→ Records provided
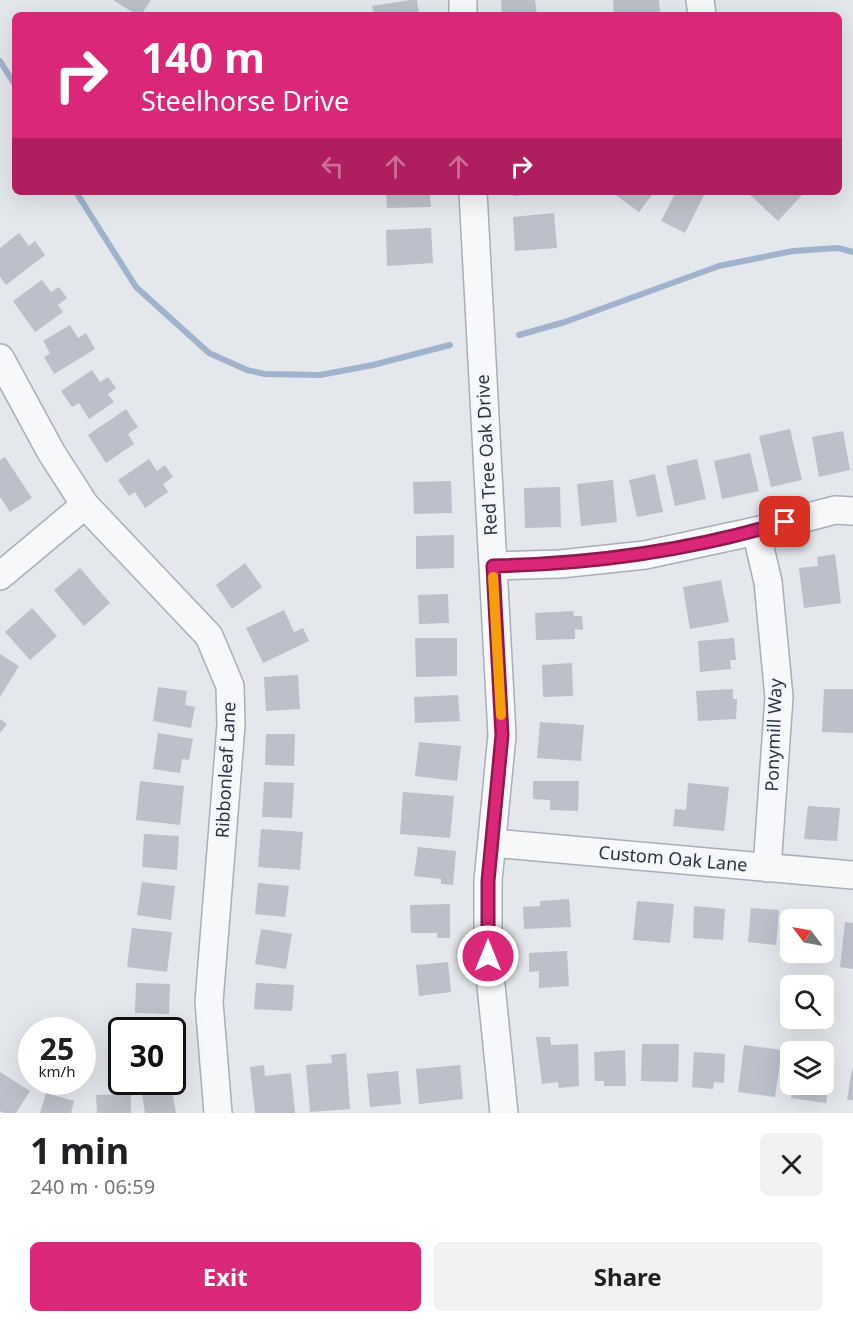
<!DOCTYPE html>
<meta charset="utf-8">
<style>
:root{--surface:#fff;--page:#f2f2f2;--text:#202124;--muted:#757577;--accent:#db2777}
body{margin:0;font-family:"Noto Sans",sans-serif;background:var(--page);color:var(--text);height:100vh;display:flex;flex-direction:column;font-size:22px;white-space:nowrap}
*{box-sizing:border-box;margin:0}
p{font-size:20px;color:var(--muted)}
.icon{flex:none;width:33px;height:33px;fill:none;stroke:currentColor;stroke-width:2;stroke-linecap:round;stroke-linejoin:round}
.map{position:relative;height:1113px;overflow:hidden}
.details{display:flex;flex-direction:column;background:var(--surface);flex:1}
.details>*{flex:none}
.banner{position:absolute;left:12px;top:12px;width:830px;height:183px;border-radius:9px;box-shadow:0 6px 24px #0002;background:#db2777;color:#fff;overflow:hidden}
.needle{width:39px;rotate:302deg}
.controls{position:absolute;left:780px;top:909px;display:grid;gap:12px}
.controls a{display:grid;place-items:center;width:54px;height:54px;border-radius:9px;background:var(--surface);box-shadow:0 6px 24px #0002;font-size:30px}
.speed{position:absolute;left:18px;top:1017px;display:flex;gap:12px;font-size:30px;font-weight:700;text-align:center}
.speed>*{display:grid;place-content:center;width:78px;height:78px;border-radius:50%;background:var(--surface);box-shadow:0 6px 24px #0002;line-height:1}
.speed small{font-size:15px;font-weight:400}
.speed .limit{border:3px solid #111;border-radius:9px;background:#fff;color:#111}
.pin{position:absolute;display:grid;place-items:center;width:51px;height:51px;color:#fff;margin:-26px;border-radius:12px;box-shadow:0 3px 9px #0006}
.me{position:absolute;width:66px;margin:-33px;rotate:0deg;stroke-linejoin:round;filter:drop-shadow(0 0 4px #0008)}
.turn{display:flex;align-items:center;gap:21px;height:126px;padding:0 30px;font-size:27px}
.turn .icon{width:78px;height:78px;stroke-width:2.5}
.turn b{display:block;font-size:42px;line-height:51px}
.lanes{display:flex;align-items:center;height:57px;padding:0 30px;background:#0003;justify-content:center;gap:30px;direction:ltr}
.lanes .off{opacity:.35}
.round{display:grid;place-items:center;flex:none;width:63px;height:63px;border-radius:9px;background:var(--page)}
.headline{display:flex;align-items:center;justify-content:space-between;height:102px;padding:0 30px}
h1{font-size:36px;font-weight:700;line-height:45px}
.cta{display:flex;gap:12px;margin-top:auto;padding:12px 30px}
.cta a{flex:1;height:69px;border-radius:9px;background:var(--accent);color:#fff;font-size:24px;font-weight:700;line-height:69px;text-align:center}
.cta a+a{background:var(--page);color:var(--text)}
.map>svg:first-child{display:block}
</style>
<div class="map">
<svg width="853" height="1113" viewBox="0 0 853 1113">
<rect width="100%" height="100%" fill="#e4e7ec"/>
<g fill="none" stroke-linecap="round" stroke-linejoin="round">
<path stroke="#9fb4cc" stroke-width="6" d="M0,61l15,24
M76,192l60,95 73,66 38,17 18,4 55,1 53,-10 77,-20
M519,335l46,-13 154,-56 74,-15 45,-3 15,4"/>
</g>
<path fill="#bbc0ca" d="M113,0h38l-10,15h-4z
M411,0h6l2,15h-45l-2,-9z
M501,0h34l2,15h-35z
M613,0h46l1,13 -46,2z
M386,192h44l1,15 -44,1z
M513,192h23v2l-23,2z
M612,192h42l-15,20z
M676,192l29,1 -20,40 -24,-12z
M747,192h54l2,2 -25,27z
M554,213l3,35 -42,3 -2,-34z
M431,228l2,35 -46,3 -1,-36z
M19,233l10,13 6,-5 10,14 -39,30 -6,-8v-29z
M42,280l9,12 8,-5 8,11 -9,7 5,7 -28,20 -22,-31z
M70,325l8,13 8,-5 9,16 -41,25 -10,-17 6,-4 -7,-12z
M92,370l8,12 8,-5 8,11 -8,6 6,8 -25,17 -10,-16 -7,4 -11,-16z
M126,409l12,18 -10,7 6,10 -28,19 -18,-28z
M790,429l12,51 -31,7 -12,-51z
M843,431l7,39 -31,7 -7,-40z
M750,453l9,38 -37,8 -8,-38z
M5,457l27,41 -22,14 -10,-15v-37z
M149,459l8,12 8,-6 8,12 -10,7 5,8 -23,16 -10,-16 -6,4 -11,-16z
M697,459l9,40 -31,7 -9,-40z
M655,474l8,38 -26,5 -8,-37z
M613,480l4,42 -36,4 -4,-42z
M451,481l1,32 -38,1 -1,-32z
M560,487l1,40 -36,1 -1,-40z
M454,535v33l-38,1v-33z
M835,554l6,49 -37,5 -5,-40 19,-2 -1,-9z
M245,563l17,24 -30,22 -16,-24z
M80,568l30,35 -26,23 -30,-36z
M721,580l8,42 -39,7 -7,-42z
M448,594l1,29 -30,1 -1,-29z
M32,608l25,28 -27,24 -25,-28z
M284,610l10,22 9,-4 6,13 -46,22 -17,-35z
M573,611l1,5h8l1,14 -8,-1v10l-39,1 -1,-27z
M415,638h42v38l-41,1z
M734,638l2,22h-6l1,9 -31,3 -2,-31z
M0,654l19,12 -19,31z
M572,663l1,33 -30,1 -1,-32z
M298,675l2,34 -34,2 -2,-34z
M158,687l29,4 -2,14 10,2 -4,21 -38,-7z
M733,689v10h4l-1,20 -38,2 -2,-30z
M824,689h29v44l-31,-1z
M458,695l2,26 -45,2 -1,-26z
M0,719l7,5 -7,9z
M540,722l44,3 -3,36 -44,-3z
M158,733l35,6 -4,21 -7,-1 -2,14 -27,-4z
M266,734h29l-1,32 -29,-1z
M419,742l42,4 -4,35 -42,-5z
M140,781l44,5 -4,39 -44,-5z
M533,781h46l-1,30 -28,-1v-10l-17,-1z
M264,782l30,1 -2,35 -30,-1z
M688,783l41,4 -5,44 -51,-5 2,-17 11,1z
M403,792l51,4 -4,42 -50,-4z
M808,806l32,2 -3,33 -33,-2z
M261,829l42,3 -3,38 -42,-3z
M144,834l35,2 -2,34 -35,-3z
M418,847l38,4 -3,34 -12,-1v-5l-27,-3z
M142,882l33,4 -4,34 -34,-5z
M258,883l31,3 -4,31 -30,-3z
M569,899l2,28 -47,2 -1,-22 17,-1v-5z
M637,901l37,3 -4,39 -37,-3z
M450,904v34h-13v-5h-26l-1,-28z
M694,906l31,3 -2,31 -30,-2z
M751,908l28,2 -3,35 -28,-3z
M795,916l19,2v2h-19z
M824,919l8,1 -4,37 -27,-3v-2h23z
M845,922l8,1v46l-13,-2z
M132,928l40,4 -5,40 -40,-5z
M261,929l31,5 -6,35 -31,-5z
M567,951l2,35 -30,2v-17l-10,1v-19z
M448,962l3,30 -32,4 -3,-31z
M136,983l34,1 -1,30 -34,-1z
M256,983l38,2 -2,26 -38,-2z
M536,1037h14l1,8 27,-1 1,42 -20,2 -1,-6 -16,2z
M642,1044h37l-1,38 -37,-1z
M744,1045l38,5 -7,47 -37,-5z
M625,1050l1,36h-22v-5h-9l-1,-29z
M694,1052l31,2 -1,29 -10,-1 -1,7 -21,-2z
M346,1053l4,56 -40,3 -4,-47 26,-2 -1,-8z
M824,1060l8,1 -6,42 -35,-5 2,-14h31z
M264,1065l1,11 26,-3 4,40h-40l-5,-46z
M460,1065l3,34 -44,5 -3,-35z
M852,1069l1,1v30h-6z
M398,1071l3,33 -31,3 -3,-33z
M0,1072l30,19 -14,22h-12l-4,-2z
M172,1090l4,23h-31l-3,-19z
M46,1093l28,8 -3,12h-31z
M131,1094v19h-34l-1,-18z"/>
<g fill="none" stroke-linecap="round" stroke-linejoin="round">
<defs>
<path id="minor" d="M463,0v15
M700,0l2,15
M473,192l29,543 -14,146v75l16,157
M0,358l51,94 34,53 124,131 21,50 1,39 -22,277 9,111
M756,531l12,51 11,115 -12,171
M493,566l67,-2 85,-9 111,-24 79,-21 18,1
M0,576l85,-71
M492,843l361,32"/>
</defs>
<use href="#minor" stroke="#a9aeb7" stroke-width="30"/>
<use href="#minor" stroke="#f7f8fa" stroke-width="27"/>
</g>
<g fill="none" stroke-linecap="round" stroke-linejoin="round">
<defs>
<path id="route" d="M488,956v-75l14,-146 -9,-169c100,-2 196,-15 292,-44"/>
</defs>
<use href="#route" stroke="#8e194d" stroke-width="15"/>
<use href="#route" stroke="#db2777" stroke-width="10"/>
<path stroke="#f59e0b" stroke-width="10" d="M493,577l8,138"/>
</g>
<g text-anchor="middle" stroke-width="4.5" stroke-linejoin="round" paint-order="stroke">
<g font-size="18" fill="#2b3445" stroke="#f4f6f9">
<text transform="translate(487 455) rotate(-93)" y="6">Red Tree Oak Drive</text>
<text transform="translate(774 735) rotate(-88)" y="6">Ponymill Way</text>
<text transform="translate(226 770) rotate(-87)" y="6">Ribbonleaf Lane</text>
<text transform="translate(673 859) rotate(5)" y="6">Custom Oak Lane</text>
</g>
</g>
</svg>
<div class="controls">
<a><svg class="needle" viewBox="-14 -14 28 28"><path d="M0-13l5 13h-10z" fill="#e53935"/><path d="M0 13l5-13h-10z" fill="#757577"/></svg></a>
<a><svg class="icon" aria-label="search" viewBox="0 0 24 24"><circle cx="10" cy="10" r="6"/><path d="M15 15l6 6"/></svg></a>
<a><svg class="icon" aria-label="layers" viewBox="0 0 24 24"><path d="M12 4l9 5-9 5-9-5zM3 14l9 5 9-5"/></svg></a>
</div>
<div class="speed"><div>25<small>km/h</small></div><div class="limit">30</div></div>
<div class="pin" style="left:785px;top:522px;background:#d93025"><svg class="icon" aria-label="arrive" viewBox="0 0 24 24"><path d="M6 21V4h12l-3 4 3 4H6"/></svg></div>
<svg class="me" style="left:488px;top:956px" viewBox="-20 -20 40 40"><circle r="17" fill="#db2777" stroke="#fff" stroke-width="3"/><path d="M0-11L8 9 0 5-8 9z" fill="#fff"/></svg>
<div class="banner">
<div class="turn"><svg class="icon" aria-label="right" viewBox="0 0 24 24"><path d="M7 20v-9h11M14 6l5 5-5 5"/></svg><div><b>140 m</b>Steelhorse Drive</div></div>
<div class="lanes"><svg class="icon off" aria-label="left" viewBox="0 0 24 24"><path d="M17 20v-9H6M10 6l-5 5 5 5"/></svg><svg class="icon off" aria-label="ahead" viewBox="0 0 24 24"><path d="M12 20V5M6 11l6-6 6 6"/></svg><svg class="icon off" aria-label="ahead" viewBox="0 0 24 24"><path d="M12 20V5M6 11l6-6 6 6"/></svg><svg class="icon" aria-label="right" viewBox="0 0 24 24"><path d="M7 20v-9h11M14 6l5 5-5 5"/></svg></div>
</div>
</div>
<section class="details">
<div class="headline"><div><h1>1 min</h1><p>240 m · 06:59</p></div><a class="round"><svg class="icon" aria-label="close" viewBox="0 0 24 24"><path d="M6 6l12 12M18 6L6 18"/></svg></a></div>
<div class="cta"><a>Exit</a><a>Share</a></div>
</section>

→ What you have to do
Each line that includes the string "hidden" should be copied from the data.

→ Result
.map{position:relative;height:1113px;overflow:hidden}
.banner{position:absolute;left:12px;top:12px;width:830px;height:183px;border-radius:9px;box-shadow:0 6px 24px #0002;background:#db2777;color:#fff;overflow:hidden}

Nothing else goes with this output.